雪があまり降らない東京と違い、こっちの地域では2月あたりに積雪量がピーク。
3月もその溶け残りがあったり、下手するとさらに雪が積もったりするから、俺がかつて住んでいた場所では、3月は完璧に『冬』だった。
まあ、気温は春に向けて上がりつつあるし、天気のいい日は増える。
もちろん空気は冷たいけど、この時期は俺からすると『あたたかい冬』、そんな感じだ。
東京から数時間、新幹線に乗って着いた俺の生まれ育った町は、やっぱり寒くて歩いて来た道のりには足跡が残っていた。
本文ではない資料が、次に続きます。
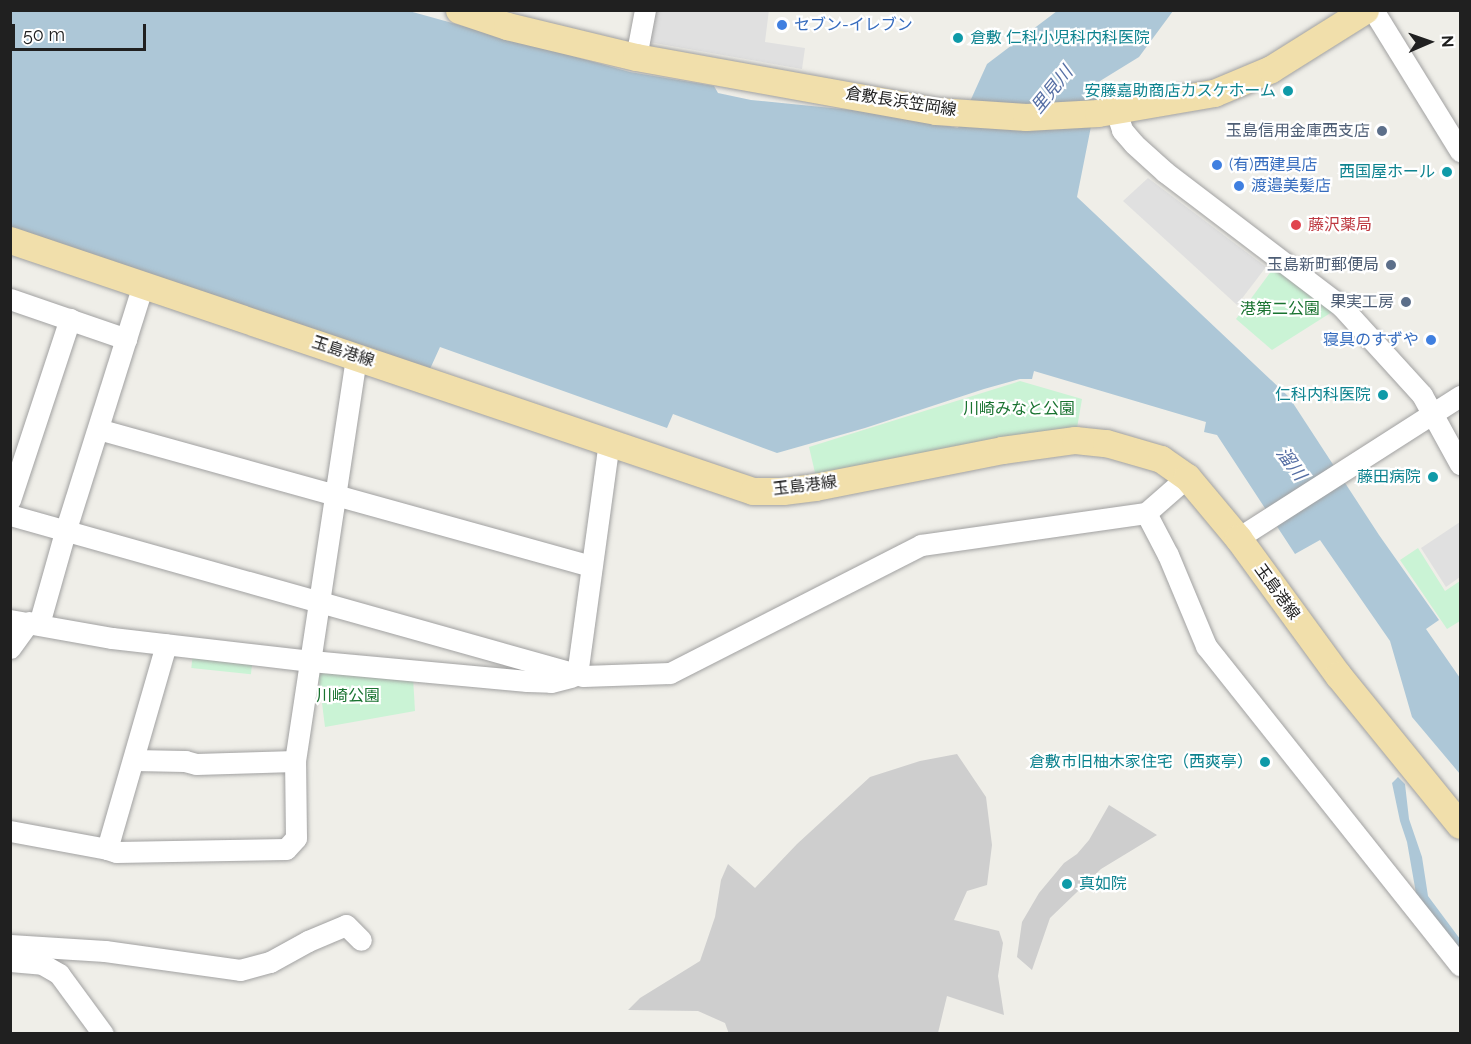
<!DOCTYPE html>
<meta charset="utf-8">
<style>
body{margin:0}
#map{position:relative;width:1471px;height:1044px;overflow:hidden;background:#efeee8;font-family:Raleway,"Noto Sans JP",sans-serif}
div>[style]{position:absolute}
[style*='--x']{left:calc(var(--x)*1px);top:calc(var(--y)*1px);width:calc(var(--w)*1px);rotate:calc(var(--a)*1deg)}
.religious>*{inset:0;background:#cecece}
.park>*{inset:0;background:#caf3d5;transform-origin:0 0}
.parking>*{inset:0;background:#e0e0e0}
.water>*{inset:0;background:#adc7d7}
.roads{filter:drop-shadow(0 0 2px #a1a1a1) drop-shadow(0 0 2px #a1a1a1)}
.minor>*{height:21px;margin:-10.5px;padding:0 10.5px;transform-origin:10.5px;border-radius:10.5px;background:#fff}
.major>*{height:27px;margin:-13.5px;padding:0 13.5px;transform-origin:13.5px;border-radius:13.5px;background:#f1dfab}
.dots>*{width:16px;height:16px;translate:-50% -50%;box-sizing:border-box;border:3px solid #fff;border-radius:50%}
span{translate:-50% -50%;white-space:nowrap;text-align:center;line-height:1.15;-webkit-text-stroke:4.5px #fff;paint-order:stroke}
.shop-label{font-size:16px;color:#366cbe}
.left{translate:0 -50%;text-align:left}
.right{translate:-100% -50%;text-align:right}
.culture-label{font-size:16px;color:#0d838f}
.street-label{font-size:16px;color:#202020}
.service-label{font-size:16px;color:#4e5e75}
.health-label{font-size:16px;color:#be3a42}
.park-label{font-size:16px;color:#197330}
.water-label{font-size:18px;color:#5770a5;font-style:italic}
.frame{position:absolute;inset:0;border:12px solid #202020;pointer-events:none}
.north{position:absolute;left:1399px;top:12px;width:60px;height:60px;-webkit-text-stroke:4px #fff;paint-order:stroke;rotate:88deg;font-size:16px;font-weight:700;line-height:24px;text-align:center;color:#202020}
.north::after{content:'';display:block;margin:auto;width:21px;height:27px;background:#202020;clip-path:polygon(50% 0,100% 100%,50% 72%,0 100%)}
.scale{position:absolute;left:12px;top:24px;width:134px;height:27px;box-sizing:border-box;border:3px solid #202020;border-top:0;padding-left:8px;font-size:18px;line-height:21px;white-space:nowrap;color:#202020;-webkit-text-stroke:4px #fff;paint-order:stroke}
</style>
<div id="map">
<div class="religious">
<div style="clip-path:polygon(957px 754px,986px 797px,992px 845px,987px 885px,967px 891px,954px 920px,999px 931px,1003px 943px,998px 976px,1004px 1015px,947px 996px,938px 1033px,729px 1034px,725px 1023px,698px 1011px,628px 1010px,640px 998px,700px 961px,715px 917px,721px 880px,728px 864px,755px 888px,797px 844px,870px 777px,920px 761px)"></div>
<div style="clip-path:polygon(1109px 805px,1157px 835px,1101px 869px,1050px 918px,1032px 970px,1017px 957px,1022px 922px,1039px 893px,1064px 863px,1077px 854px,1089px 840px)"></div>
</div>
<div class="park">
<div style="clip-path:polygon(1275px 266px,1332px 312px,1272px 350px,1236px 319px)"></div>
<div style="clip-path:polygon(1020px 381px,1082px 399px,1077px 428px,816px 477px,809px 447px)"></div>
<div style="clip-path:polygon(1418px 548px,1445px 591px,1460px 581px,1460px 621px,1447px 629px,1400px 560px)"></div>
<div style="left:193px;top:652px;width:60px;height:16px;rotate:6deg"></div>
<div style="clip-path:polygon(318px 671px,413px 677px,415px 711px,325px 727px)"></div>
</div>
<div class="parking">
<div style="clip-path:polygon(769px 10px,765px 42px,805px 48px,802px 69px,643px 41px,649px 11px)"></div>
<div style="clip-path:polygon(1148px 178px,1266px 267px,1237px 305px,1123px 201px)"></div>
<div style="clip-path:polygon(1460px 522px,1460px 577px,1446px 587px,1421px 548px)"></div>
</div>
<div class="water">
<div style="clip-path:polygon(11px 11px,409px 11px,630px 72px,714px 86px,718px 93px,751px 100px,881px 113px,958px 128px,987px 64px,1057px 11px,1173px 11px,1139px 57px,1100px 81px,1077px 197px,1289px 397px,1379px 535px,1439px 620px,1426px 629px,1460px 678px,1460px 774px,1412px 717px,1390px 641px,1320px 540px,1295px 554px,1217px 435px,1204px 432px,1206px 422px,1034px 371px,1032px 379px,1020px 379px,984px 389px,865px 428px,777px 453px,673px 414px,667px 428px,440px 347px,430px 369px,11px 228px)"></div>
<div style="clip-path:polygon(1398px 777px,1405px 784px,1409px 819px,1422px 857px,1428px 896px,1460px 939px,1460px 955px,1417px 899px,1407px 842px,1400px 821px,1392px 783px)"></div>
</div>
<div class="roads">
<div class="minor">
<div style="--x:1373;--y:10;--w:166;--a:58.3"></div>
<div style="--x:636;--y:57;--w:48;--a:-79.2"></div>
<div style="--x:1116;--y:111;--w:20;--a:72"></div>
<div style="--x:1122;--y:130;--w:18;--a:49"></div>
<div style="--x:1134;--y:144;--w:42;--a:42.1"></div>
<div style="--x:1165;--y:172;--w:223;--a:37.3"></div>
<div style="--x:1342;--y:307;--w:119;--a:47.7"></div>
<div style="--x:1422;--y:395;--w:79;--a:61.2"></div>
<div style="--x:10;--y:299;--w:123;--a:19"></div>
<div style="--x:98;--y:429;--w:512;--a:15.53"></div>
<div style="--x:10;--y:500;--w:191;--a:-71.7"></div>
<div style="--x:1146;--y:513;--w:55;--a:-41.3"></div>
<div style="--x:10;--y:515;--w:595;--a:15.69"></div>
<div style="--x:583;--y:676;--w:87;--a:-2"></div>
<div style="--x:670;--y:673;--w:282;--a:-27"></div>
<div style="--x:921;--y:545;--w:227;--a:-8.1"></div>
<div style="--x:1146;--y:513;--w:47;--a:62.4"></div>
<div style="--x:1168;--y:555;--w:99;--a:67.3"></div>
<div style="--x:1206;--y:646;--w:408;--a:51.5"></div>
<div style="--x:1238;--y:538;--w:264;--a:-32.6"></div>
<div style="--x:10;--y:620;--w:104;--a:10"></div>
<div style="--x:112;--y:638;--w:200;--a:6.6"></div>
<div style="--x:311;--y:661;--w:217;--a:5.3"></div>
<div style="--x:527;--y:681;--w:24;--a:2"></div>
<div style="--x:551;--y:682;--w:21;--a:-14"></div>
<div style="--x:39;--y:624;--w:96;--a:-74.2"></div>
<div style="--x:65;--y:532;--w:259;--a:-72.5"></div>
<div style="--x:10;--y:648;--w:32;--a:-54"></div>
<div style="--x:577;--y:675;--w:235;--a:-82.2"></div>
<div style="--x:133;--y:760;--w:52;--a:1.1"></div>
<div style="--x:185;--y:761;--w:11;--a:15"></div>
<div style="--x:196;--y:764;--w:99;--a:-1.7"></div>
<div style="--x:10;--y:831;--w:99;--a:10.5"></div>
<div style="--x:107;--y:849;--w:213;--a:-73.9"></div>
<div style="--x:107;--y:849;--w:9;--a:18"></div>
<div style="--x:116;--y:852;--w:170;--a:-1"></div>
<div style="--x:286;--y:849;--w:15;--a:-48"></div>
<div style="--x:296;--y:838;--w:77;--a:-90.7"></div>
<div style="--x:295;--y:761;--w:409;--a:-81.4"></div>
<div style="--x:10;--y:945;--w:95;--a:3.6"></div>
<div style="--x:105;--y:951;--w:136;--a:8"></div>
<div style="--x:240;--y:970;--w:31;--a:-15"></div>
<div style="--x:270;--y:962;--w:43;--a:-28.9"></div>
<div style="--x:308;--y:941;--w:41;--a:-22.8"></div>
<div style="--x:346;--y:925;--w:21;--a:45"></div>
<div style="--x:10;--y:961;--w:32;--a:5"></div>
<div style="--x:42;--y:964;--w:20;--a:30"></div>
<div style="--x:59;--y:974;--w:74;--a:53.7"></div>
</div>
<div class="major">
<div style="--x:459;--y:10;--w:51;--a:18.4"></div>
<div style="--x:507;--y:26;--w:133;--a:13.5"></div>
<div style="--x:636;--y:57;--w:305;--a:10.2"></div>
<div style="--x:936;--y:111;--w:90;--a:3.8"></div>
<div style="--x:1026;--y:117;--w:72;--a:-3.2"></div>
<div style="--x:1098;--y:113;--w:118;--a:-9.8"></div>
<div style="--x:1214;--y:93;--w:62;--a:-22.8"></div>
<div style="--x:1271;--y:69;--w:111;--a:-32.1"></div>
<div style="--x:10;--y:240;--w:784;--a:18.67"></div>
<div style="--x:753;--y:491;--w:30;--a:0"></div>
<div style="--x:783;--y:491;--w:32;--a:-7"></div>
<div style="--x:815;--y:487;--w:191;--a:-11.2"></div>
<div style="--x:1002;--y:450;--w:74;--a:-7.8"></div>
<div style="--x:1075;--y:440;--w:31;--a:6"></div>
<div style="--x:1106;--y:443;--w:57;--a:16.2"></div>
<div style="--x:1161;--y:459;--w:32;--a:35"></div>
<div style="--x:1187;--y:477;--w:80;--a:50.1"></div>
<div style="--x:1238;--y:538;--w:170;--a:53.9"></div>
<div style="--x:1338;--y:675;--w:193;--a:50.9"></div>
</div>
</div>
<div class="dots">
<div style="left:782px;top:25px;background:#3f7fe0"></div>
<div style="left:958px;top:38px;background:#0f9aa8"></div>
<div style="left:1288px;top:91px;background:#0f9aa8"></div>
<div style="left:1382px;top:131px;background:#5c6f8a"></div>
<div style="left:1217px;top:165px;background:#3f7fe0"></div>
<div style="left:1447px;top:172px;background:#0f9aa8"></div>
<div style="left:1239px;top:186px;background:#3f7fe0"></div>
<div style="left:1296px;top:225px;background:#e0444e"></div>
<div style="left:1391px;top:265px;background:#5c6f8a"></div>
<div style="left:1406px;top:302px;background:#5c6f8a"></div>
<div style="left:1431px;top:340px;background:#3f7fe0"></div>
<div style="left:1383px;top:395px;background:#0f9aa8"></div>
<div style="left:1433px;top:477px;background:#0f9aa8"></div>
<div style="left:1265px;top:762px;background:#0f9aa8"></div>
<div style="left:1067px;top:884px;background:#0f9aa8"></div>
</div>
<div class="shop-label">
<span class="left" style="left:794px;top:25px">セブン-イレブン</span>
<span class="left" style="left:1229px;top:165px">(有)西建具店</span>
<span class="left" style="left:1251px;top:186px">渡邉美髪店</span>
<span class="right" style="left:1419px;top:340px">寝具のすずや</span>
</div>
<div class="culture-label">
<span class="left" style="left:970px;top:38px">倉敷 仁科小児科内科医院</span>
<span class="right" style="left:1276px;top:91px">安藤嘉助商店カスケホーム</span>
<span class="right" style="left:1435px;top:172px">西国屋ホール</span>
<span class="right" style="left:1371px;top:395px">仁科内科医院</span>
<span class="right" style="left:1421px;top:477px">藤田病院</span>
<span class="right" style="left:1253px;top:762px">倉敷市旧柚木家住宅（西爽亭）</span>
<span class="left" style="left:1079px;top:884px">真如院</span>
</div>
<div class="street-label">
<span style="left:901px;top:102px;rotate:9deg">倉敷長浜笠岡線</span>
<span style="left:343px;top:352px;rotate:18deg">玉島港線</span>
<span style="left:805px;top:486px;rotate:-7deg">玉島港線</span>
<span style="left:1277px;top:592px;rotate:54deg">玉島港線</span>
</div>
<div class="service-label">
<span class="right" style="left:1370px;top:131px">玉島信用金庫西支店</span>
<span class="right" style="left:1379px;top:265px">玉島新町郵便局</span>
<span class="right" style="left:1394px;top:302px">果実工房</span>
</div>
<div class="health-label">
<span class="left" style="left:1308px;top:225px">藤沢薬局</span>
</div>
<div class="park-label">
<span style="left:1280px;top:309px">港第二公園</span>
<span style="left:1019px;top:409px">川崎みなと公園</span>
<span style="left:348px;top:696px">川崎公園</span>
</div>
<div class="water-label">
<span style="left:1052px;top:90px;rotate:-51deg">里見川</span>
<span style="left:1291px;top:464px;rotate:54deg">溜川</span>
</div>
<div class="frame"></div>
<div class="north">N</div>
<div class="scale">50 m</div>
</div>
奏汰から、『コンビニで葉月が待ってるから』とメッセージが届いたのは、今から5分ほど前のこと。
駅近くだからか明るいし人通りも多くて、夜だけど思ったよりは視界が開けている。
東京の静まらない夜の街、そこで何年も暮らしていればこのくらいの灯りは暗いと言えるけど、この町には、やっぱりこのくらいの明るさがよく馴染んでいるなと思う。
夜8時前、待ち合わせ場所のコンビニは数十メートル先にある。
2年くらい会っていなかったけど、衣服をたくさん着込み俺に向かって手を振る彼女の姿は遠目からでもはっきりとわかり、大股で歩み寄った。